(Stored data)
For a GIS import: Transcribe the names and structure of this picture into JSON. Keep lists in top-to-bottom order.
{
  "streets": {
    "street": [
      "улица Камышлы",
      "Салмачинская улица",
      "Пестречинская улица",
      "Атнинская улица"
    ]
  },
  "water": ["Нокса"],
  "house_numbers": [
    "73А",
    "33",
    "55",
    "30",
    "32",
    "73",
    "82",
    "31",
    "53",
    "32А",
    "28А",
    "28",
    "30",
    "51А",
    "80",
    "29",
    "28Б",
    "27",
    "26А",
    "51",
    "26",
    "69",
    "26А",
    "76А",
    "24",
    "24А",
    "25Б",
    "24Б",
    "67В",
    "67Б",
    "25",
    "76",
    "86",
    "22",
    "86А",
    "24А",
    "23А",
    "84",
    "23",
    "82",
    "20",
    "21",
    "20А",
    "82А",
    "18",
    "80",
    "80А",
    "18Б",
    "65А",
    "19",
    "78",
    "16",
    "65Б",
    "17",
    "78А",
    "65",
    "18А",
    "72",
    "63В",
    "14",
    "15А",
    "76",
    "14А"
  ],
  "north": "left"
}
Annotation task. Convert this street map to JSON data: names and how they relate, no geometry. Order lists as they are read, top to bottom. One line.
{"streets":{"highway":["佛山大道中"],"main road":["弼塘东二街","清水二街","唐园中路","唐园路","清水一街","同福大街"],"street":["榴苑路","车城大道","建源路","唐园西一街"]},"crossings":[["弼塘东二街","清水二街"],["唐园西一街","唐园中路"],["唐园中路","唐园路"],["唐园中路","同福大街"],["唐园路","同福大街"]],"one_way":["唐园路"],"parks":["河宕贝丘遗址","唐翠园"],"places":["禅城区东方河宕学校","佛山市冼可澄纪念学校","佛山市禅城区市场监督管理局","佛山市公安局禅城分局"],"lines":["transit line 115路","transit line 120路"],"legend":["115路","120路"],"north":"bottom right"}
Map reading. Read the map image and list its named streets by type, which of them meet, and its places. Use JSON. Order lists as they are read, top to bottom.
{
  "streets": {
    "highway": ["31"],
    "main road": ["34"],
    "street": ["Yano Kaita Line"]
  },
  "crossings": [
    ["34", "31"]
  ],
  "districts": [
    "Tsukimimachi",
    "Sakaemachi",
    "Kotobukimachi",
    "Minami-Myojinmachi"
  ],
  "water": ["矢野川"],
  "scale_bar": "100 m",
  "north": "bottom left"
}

### [YOUR INSTRUCTIONS]
Starting at the line with "Annotation task. Convert", restate each line through the end of the records, both ends included, and stop there.

### [WRITTEN SOLUTION]
Annotation task. Convert this street map to JSON data: names and how they relate, no geometry. Order lists as they are read, top to bottom. One line.
{"streets":{"highway":["佛山大道中"],"main road":["弼塘东二街","清水二街","唐园中路","唐园路","清水一街","同福大街"],"street":["榴苑路","车城大道","建源路","唐园西一街"]},"crossings":[["弼塘东二街","清水二街"],["唐园西一街","唐园中路"],["唐园中路","唐园路"],["唐园中路","同福大街"],["唐园路","同福大街"]],"one_way":["唐园路"],"parks":["河宕贝丘遗址","唐翠园"],"places":["禅城区东方河宕学校","佛山市冼可澄纪念学校","佛山市禅城区市场监督管理局","佛山市公安局禅城分局"],"lines":["transit line 115路","transit line 120路"],"legend":["115路","120路"],"north":"bottom right"}
Map reading. Read the map image and list its named streets by type, which of them meet, and its places. Use JSON. Order lists as they are read, top to bottom.
{
  "streets": {
    "highway": ["31"],
    "main road": ["34"],
    "street": ["Yano Kaita Line"]
  },
  "crossings": [
    ["34", "31"]
  ],
  "districts": [
    "Tsukimimachi",
    "Sakaemachi",
    "Kotobukimachi",
    "Minami-Myojinmachi"
  ],
  "water": ["矢野川"],
  "scale_bar": "100 m",
  "north": "bottom left"
}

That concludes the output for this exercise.